Let $\exists N\in\mathbb{R}:\forall x>N:A(x)$ for a statement $A(x)$. Do I need to define $x$ to be in $\mathbb{R}$ or is this already given by $x>N$? 
Let $\exists N \in\mathbb{R}:\forall x>N:A(x)$ for some statement
$A(x)$. Do I need to define $x$ to be in $\mathbb{R}$ or is this
already given by the fact that $x>N$?

 A: The condition $ x>N $ does not define precisely the variabe or the parameter $ x$.
It doesn't say if $ x $ is in $\Bbb N $ or $ \Bbb Q $ or elsewhere.
If $ x $ is a real,
Your proposition should be written as
$$(\exists N\in \Bbb R)\;:\;(\forall x\in \Bbb R)$$
$$\Bigl(x>N \implies P(x)\Bigr)$$
Or in an equivalent way
$$(\exists N\in \Bbb R)\;: $$
$$\Bigl((\forall x\in \Bbb R \;:\; x>N)\; \; P(x)\Bigr)$$
A: It depends on how your formal language defines bounded quantifiers.
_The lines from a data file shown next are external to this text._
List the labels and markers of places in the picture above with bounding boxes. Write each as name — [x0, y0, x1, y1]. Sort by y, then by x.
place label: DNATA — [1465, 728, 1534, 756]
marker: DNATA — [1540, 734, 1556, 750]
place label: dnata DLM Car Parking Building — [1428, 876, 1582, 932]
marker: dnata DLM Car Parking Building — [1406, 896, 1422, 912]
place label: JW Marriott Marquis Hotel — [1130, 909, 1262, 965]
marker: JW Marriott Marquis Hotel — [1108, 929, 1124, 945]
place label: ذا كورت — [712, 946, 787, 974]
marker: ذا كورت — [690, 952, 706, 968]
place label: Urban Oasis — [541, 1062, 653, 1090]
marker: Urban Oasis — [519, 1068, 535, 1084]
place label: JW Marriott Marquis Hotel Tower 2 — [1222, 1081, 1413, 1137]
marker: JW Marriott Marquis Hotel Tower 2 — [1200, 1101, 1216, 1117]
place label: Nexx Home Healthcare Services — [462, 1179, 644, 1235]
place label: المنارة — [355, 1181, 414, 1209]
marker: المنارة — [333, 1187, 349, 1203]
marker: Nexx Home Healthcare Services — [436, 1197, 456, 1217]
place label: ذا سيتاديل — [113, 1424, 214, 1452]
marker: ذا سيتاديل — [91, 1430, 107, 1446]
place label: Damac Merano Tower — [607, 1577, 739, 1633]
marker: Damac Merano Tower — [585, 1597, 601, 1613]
If we are careful, we only use unbounded quantifiers $\forall x$ and $\exists x$ and spell out restrictions further down. And all bounded quantifiers can (and should) be defined in terms of these workarounds (and always with the intention of more legible and less convoluted sentences).
If we work in set theory, bounded quantifiers a la $\forall x\in y\colon\phi\equiv\forall x\colon x\in y\to \phi$ and $\exists x\in y\colon \phi\equiv \exists x\colon (x\in y\land \phi)$ suggest themselves.
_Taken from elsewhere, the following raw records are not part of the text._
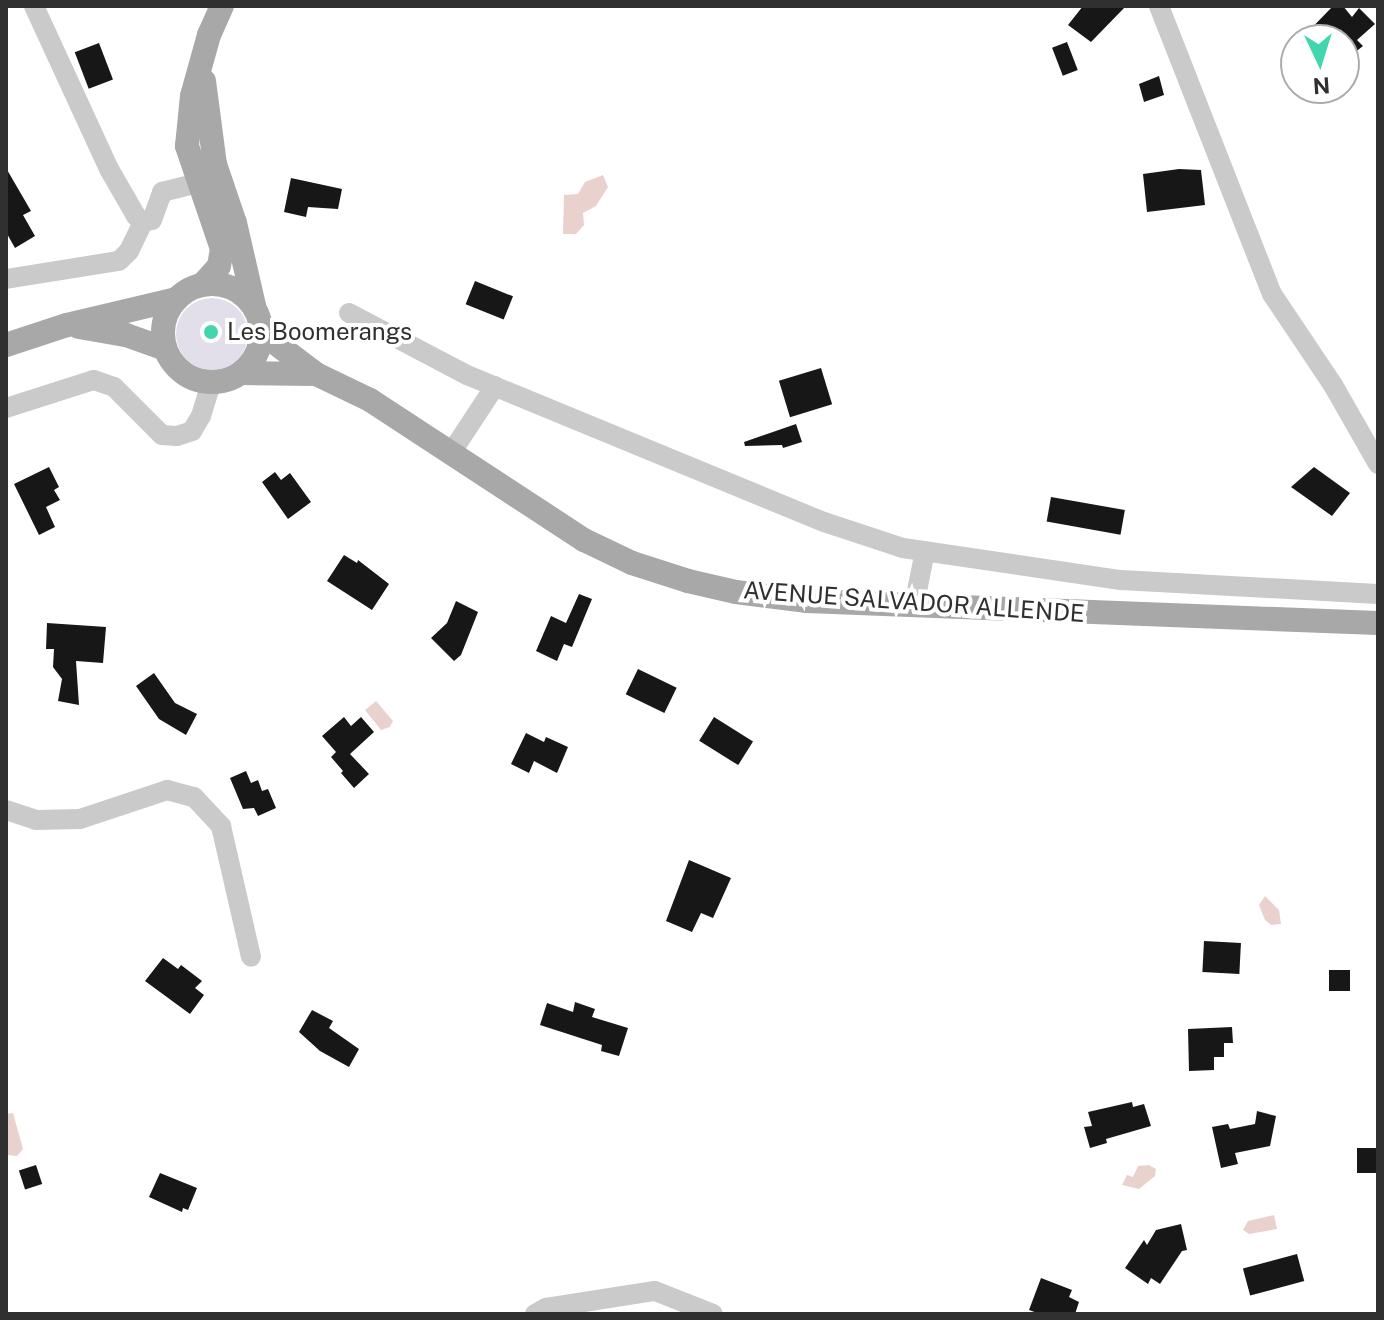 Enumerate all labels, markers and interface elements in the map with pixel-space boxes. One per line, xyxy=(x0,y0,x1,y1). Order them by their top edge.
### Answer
north arrow xyxy=(1280,24,1360,104)
text: N xyxy=(1312,72,1331,100)
place label: Les Boomerangs xyxy=(227,318,412,346)
marker: Les Boomerangs xyxy=(202,323,220,341)
street label: AVENUE SALVADOR ALLENDE xyxy=(742,576,1086,628) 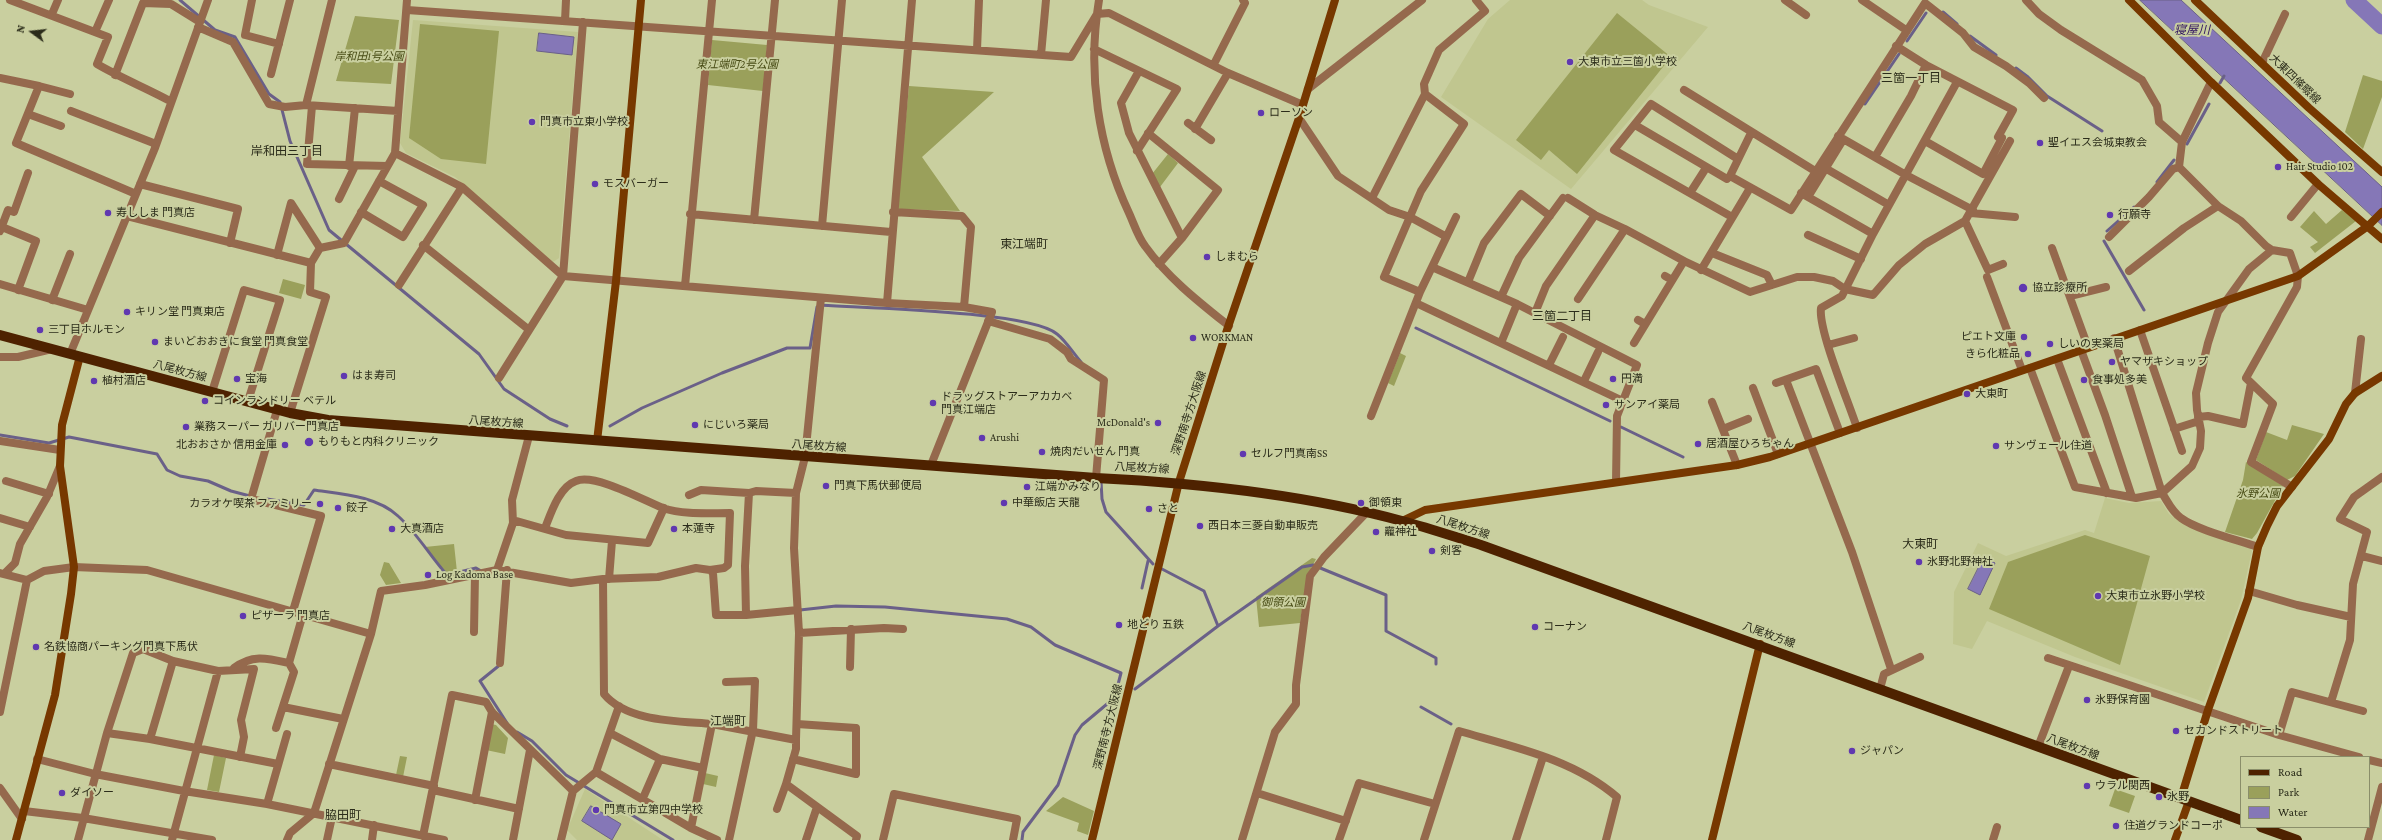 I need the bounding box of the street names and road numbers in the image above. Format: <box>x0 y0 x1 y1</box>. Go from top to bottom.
street label: 大東四條畷線 <box>2267 51 2323 107</box>
street label: 八尾枚方線 <box>152 358 208 384</box>
street label: 深野南寺方大阪線 <box>1169 369 1209 457</box>
street label: 八尾枚方線 <box>468 413 524 431</box>
street label: 八尾枚方線 <box>791 437 847 455</box>
street label: 八尾枚方線 <box>1114 460 1170 476</box>
street label: 八尾枚方線 <box>1435 512 1491 542</box>
street label: 八尾枚方線 <box>1741 619 1797 651</box>
street label: 深野南寺方大阪線 <box>1091 683 1125 771</box>
street label: 八尾枚方線 <box>2045 731 2101 763</box>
If your domain of discourse allows so, other similar constructs may come in handy - and can be used once they are defined accordingly. Given suitable definitions, we For example, it may be useful to have bounded quantifiers involving the order relation and then you may want to define these accordingly; it seems most useful to define $\forall x>y$ to mean "for all real numbers $x$ that are greater than the (real) number $y$".
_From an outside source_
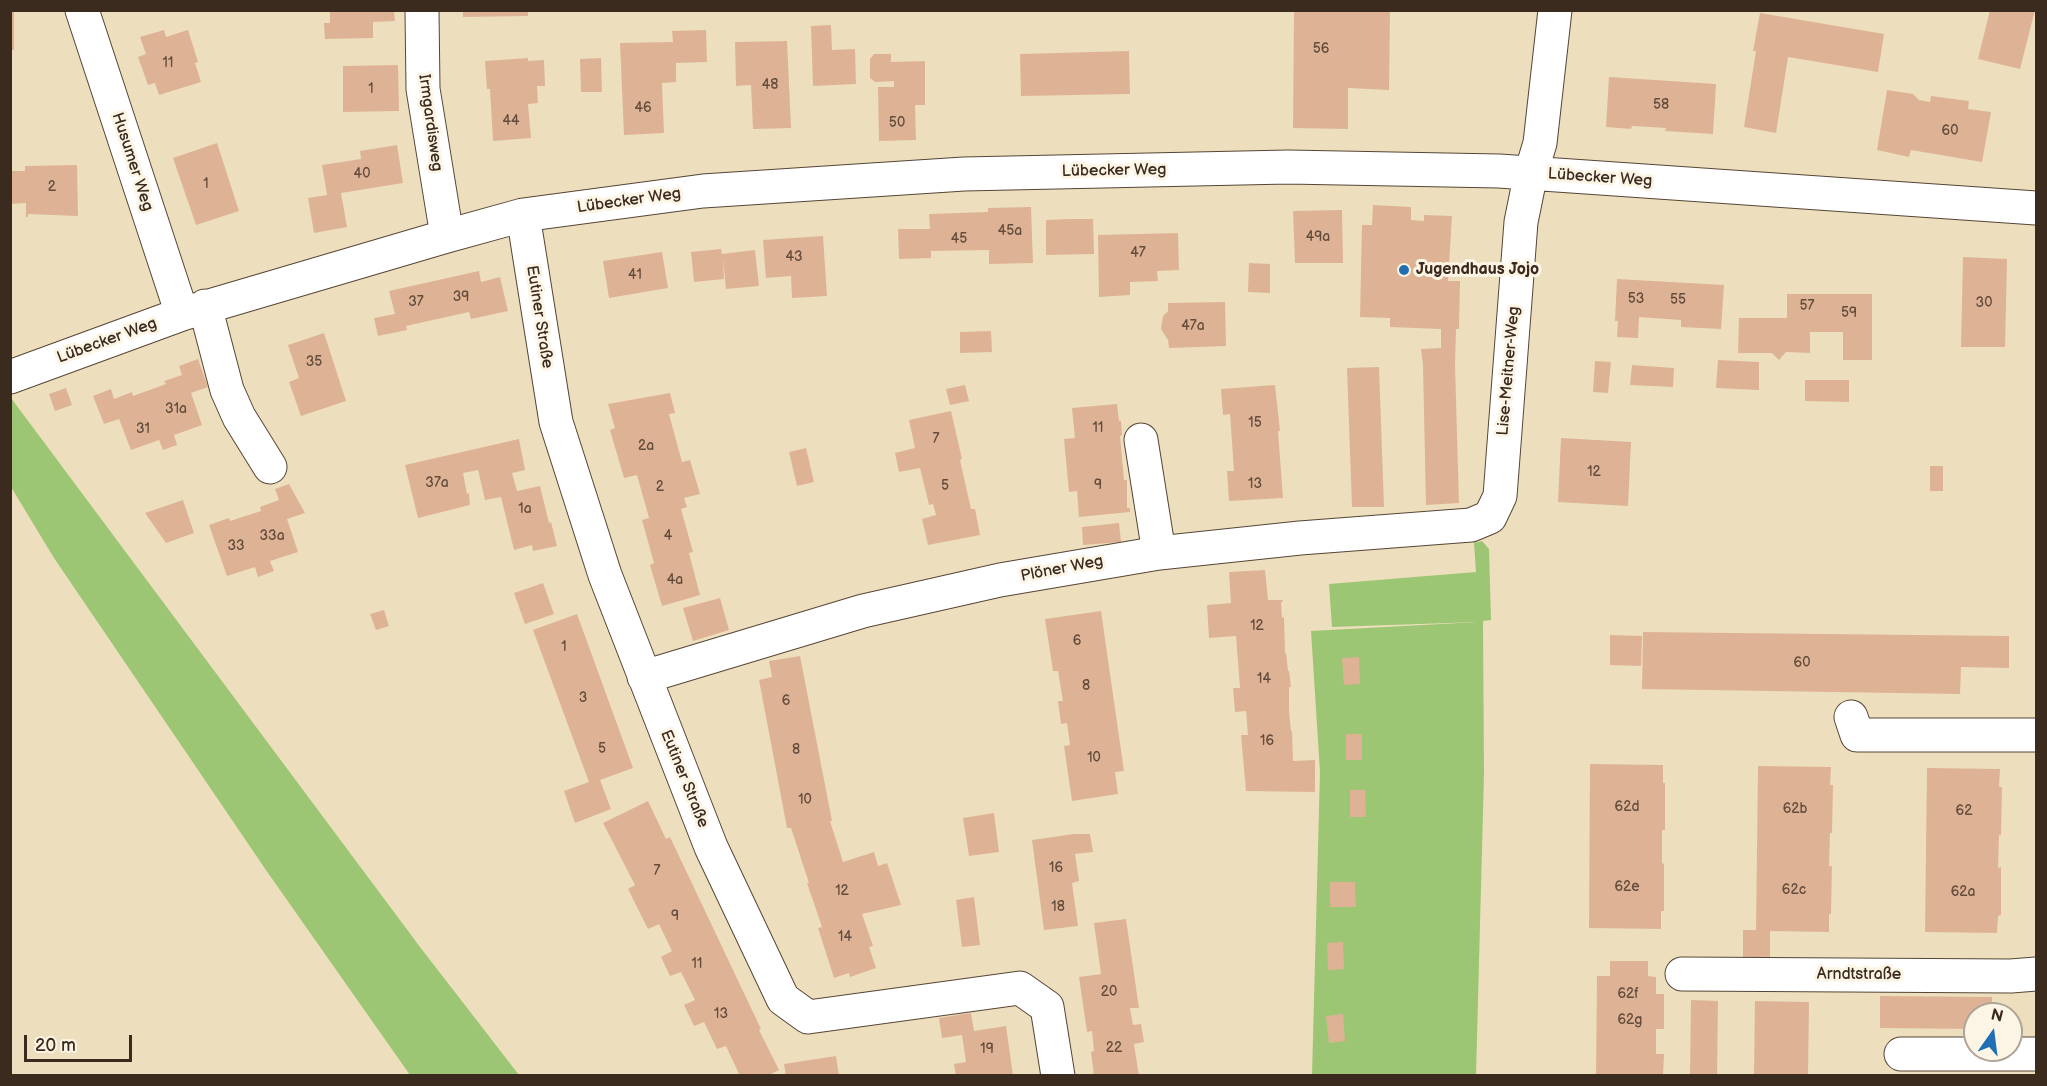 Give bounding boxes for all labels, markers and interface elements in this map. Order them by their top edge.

In other (number thoretical) context, we may want introduce bounded quantifiers in terms of divisibility and for example write
$$ \forall n>1\colon (n\,\text{prime}\lor \exists d\mid n\colon (1<d\land d^2<n))$$
with the interpretation "every natural number greater than $1$ is prime or has a proper divisor $\le \sqrt n$".